As women have increased their participation in the labor market, their earnings have also increased. Median wage and salary income in 2010 dollars increased steadily for women in Social Security–covered employment, from $7,352 in 1940 to $21,323 in 2008 (Chart 2). In contrast, men's earnings peaked in 1970 at $34,732; declined steadily through 1995; and then increased slightly to $30,690 in 2008 (SSA 2011, Table 4.B3). Because of those trends, men's earnings were twice as high as women's earnings in 1940, rising to 2.5 times as high in 1955, but only 1.4 times as high as women's earnings in 2008.

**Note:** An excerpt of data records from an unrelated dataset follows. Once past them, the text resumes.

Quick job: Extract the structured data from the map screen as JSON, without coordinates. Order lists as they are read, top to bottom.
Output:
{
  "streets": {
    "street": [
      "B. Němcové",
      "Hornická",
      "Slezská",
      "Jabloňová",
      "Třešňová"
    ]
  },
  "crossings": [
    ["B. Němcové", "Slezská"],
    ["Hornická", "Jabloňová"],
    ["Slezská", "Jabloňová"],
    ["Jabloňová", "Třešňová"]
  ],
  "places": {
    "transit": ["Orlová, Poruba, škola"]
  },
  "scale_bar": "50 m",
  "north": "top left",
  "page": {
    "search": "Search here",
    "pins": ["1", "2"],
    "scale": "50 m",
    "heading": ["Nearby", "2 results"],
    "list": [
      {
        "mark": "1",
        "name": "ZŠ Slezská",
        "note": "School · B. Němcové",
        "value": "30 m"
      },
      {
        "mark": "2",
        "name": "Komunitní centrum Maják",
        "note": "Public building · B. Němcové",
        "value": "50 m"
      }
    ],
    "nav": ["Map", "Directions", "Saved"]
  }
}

Median wage and salary earnings of men and women in Social Security–covered employment, 1940–2008
Year | Men | Women |
---|---|---|
1940 | 14,563 | 7,352 |
1945 | 20,037 | 9,328 |
1950 | 22,909 | 10,170 |
1955 | 26,972 | 10,992 |
1960 | 28,576 | 12,369 |
1965 | 32,432 | 13,734 |
1970 | 34,732 | 15,371 |
1975 | 33,438 | 15,118 |
1980 | 31,658 | 15,910 |
1985 | 30,315 | 16,806 |
1990 | 29,333 | 18,080 |
1995 | 28,483 | 18,453 |
2000 | 31,698 | 20,624 |
2005 | 31,135 | 21,087 |
2008 | 30,690 | 21,323 |
Increased female labor force participation and earnings coupled with declining male labor force participation and earnings have altered the correlation between husbands' and wives' earnings. Schwartz (2010) found the earnings of husbands and wives to be negatively correlated in the late 1960s and 1970s, reflecting the choice of women married to higher-earning husbands to be full-time mothers. By the mid-2000s, the correlation between spouses' earnings had become positive, reflecting men's and women's increasing preference for spouses with similar earnings (Schwartz 2010; Sweeney and Cancian 2004). Schwartz (2010) estimated that increases in married couples' earnings inequality between 1967 and 2005 would have been 25 percent to 30 percent lower had spouses' earnings not increased in their correlation. As women's labor force participation and earnings have increased, married women's own-wage and cross-wage labor supply elasticities have become more like those of married men, meaning that married women's labor supply is less responsive to changes in their own wages and changes in their husband's wages (Blau and Kahn 2007).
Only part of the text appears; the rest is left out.